The aim of this study is to explore the viability of an autonomous algorithmic trading system employing advanced Artificial Intelligence methods that can exploit possible market inefficiencies in order to generate higher returns at the same (or lower) risk than the market returns. To supplement this research, a Robust Mean Variance Optimization model (based on Ledoit-Wolf, 2003) employing Resampling and Shrinkage techniques has been integrated, and considerable insights have been provided on the effectiveness of these independent traditional techniques for portfolio optimization. A python-based implementation has been used to develop a trading algorithm which works on the Robust Mean Variance Optimization model and provides optimized portfolios with and without Resampling and Shrinkage techniques. After application of the working prototype on actual data from NASDAQ on eight stocks, the optimized portfolio produced by the model has returned positive returns on actual data. These positive returns have been upheld with all three currently developed approaches: simple MVO optimization, Shrinkage on the covariance matrix as well as the Resampled optimized portfolio. The Resampled Mean Variance Optimization has been corroborated as the most efficient portfolio optimization technique based on practical runs. For a Deep Learning Algorithmic Trader, a Gated Recurrent Unit (GRU) based Recurrent Neural Network has been developed using TensorFlow on Python. Evaluations carried out on New York Stock Exchange trading data for a universe of eight stocks proves the effectiveness of A.I in predicting stock patterns, and the GRU / RNN Algorithmic Trader outperforms the Mean Variance Optimization model in terms of actualized portfolio returns.

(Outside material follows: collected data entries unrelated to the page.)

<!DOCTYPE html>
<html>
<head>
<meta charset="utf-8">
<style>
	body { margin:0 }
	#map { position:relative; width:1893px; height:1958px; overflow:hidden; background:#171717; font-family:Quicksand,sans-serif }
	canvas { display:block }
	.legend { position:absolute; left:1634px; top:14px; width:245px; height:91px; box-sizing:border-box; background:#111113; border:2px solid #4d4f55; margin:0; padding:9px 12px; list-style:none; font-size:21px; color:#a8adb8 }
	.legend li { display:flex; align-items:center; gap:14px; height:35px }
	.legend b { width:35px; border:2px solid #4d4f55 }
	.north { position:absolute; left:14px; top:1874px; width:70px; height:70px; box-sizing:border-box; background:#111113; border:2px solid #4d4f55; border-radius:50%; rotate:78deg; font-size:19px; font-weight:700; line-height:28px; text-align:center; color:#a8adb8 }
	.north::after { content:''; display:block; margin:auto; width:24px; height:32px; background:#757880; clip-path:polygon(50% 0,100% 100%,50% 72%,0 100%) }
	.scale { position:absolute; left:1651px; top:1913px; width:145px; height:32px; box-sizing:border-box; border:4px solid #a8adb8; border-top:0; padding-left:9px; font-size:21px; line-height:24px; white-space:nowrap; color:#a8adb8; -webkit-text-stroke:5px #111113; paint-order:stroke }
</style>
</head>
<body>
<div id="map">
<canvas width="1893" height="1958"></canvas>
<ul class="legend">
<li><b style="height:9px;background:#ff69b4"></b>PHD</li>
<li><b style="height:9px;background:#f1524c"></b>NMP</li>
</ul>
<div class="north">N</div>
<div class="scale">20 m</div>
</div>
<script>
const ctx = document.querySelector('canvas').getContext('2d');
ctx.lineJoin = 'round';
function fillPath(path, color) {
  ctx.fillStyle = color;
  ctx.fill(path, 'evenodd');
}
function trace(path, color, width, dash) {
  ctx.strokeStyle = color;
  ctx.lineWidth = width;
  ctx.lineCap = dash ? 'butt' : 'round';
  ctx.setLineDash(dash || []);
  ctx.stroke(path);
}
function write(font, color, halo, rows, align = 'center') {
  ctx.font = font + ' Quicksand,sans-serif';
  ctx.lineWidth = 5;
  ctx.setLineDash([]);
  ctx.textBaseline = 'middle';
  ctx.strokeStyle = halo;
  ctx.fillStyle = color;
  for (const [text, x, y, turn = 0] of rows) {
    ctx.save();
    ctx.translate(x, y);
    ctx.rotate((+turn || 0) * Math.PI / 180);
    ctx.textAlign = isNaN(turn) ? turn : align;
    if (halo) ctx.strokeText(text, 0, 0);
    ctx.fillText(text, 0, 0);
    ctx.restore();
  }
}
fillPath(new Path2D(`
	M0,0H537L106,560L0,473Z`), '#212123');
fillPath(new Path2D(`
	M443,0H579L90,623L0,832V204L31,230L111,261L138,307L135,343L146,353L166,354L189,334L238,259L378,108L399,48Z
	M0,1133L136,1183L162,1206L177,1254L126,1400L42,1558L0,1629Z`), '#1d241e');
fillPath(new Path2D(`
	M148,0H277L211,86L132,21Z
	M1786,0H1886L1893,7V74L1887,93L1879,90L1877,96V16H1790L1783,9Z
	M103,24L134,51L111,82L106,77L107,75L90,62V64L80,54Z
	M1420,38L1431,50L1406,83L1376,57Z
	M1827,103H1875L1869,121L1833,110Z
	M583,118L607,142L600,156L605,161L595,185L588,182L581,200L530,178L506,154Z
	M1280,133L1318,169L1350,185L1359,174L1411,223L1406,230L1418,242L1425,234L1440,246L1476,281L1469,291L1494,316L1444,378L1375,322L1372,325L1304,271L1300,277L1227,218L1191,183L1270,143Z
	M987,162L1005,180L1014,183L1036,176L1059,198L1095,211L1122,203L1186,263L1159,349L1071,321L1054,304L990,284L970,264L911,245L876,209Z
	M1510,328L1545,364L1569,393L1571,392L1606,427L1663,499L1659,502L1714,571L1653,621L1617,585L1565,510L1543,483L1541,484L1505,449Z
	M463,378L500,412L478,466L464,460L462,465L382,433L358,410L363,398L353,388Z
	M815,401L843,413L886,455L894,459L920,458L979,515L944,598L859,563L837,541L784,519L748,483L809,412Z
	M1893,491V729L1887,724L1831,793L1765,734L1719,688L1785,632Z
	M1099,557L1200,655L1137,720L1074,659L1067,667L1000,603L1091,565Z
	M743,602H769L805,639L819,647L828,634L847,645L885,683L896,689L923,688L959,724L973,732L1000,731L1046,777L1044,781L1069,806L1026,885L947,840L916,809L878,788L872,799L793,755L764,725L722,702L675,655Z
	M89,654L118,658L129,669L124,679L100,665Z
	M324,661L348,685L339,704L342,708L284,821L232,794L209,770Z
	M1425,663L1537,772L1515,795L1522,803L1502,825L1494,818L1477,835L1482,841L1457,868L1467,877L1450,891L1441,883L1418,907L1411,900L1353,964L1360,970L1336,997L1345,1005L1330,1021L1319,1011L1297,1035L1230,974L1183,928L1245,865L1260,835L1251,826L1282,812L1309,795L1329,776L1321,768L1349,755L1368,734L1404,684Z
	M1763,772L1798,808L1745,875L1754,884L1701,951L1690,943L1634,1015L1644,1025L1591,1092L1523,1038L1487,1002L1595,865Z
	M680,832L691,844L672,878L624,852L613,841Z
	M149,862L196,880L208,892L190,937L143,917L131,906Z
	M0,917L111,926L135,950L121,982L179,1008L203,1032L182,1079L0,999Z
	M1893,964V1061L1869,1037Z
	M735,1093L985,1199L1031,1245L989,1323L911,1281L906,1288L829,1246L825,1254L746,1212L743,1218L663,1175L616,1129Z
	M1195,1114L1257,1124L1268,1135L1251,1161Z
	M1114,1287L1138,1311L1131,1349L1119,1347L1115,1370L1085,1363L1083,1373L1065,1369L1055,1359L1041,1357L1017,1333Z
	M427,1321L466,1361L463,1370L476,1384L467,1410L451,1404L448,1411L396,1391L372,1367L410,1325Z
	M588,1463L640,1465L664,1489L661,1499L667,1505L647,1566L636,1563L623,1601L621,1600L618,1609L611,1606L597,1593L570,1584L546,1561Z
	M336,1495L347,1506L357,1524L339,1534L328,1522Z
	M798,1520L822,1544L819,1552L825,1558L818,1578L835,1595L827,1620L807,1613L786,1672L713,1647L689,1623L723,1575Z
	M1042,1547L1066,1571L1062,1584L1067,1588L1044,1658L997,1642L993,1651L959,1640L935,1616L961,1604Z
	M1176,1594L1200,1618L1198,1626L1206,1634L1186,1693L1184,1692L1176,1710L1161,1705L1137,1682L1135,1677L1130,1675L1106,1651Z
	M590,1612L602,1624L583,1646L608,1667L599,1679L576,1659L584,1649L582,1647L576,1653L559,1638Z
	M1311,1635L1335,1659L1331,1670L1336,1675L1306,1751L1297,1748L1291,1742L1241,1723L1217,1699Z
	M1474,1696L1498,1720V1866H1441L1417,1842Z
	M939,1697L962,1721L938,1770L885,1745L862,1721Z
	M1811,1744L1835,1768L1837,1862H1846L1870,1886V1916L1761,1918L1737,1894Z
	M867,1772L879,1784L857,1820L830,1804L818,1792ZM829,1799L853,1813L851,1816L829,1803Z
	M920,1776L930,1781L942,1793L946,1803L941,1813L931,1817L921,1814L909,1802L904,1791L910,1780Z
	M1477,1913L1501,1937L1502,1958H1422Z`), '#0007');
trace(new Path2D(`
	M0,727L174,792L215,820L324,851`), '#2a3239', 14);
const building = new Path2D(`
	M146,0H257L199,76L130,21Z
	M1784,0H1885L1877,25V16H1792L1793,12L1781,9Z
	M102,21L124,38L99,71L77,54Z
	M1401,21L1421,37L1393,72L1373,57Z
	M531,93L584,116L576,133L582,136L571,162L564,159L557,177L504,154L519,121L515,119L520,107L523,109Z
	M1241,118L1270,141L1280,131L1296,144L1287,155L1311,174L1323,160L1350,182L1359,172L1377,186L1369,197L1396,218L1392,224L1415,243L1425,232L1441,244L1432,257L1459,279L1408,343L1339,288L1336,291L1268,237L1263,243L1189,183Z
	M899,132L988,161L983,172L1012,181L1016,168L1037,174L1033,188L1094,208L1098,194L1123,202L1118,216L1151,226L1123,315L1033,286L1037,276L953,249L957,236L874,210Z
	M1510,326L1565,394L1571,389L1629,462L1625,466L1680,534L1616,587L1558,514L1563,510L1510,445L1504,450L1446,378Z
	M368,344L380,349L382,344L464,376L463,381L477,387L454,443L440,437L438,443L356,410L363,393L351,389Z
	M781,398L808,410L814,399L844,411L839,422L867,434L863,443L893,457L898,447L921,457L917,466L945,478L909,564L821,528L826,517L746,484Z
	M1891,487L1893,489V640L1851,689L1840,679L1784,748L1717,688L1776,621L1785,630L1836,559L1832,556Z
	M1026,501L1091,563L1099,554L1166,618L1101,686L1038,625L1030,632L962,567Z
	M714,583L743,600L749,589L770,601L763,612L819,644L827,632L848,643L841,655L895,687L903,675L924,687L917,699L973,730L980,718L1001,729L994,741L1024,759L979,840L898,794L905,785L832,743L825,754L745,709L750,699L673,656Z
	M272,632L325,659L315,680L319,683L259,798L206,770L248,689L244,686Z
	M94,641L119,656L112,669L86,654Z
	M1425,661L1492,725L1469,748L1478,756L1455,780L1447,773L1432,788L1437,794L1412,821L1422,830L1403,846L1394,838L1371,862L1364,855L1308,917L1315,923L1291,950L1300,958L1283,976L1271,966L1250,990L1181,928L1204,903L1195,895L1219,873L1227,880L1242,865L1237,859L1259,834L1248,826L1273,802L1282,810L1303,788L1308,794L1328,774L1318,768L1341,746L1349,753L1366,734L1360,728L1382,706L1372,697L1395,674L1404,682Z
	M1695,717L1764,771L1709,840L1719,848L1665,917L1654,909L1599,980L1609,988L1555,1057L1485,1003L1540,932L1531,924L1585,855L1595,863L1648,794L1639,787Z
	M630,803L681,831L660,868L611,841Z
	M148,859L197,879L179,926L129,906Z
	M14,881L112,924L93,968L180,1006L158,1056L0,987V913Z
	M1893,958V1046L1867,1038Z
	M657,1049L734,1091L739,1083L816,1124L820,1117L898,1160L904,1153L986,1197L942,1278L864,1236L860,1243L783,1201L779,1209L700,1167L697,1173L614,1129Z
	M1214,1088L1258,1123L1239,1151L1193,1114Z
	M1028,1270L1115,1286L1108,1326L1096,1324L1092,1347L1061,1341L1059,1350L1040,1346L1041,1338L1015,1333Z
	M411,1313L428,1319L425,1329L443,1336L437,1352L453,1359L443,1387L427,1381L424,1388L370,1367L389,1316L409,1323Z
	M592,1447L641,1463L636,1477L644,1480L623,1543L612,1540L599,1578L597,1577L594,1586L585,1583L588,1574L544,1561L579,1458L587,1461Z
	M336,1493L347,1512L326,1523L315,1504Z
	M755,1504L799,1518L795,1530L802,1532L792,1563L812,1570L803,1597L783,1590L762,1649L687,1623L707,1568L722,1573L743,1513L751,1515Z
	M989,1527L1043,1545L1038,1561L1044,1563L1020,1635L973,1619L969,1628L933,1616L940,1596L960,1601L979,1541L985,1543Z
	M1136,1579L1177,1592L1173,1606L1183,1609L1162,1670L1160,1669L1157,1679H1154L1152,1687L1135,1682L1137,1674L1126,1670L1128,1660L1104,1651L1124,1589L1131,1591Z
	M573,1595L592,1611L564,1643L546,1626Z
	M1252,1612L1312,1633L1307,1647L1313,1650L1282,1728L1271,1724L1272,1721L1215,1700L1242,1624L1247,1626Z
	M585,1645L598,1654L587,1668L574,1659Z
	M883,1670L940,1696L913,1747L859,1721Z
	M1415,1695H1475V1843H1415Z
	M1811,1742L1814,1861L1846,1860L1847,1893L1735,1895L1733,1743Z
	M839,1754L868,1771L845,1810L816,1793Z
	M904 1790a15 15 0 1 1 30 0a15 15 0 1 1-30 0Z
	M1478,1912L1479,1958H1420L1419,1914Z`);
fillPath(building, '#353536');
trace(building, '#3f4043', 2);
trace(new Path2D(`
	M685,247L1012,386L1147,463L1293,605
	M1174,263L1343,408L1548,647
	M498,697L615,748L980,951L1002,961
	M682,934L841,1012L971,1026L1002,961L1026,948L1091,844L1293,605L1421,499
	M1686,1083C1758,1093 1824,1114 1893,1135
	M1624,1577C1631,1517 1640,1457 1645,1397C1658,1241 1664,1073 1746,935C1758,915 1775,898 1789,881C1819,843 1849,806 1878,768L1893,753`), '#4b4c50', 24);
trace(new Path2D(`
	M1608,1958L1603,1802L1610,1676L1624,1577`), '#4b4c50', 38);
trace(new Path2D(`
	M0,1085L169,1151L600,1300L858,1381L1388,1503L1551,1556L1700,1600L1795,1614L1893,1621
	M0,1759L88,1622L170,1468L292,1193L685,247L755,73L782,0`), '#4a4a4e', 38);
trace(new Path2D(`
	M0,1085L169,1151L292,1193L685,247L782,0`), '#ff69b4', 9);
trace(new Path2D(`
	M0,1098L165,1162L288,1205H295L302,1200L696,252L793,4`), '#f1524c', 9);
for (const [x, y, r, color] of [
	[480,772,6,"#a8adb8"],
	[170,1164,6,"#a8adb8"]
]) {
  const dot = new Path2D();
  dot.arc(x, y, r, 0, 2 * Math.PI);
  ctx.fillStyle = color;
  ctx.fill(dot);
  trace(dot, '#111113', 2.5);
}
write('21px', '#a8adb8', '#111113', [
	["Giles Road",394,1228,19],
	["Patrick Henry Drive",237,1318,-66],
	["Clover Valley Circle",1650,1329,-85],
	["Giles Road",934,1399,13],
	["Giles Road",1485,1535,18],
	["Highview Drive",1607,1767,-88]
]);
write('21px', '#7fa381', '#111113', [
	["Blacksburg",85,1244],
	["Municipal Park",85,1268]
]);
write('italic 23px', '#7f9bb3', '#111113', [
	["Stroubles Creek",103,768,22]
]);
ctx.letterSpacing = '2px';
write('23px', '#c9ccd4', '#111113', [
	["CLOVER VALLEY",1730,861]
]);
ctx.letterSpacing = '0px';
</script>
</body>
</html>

Actual daily close returns will be used as training data, and optimized portfolios will be prepared using machine learning concepts as well as exclusively the robust mean variance optimized model. Portfolios will be rebalanced as deemed appropriate by all techniques, and gradually data will be developed on the different optimization techniques for comparison based on actualized returns.
METHODOLOGY
There are two practical methodologies for analyzing financial securities and subsequently making investment decisions. Incorporation of the right analysis methodology, or combination of methodologies, is of crucial importance for our model. Therefore, it requires meticulous planning and analysis, and an evaluation of the following two basic schools of thought in order to put together the most appropriate methodology.
-
Technical Analysis involves the use of a purely quantitative, statistical analysis of market activity. It does not focus on a security’s intrinsic value but rather exclusively on historical price and volume data. There are three underlying assumptions that Technical Analysis works with: • Market discounts everything • Price changes occur in trends • History is of consequence to the future There are various forms of technical analysis – from statistical indicators to graphical charts and patterns. This technique is often criticized for its exclusive consideration of pricing factors. However, the justification presented for this dependence is based on the Efficient Market Hypothesis, which basically argues that a security’s market price already incorporates all its possible influencing factors. This includes effects of market psychology, fundamental factors and any other perspectives which may influence the value of a security. Thus, the need for an independent analysis of these factors is eliminated and the sole variable becomes the analysis of price movements.
-
Fundamental analysis focuses on the qualitative features of an asset in order to evaluate its intrinsic value. Anything that might influence the security’s perceived value is incorporated into the analysis. Macroeconomic factors, such as the economy’s health and the industry’s outlook, as well as microeconomic factors, such as company management and financial outlook, are accounted for to reach a quantitative valuation. The underlying objective behind this technique is to classify between fundamentally strong and weak companies and industries. The value, performance and health of a company is evaluated through the examination and study of certain numerical and economic indicators.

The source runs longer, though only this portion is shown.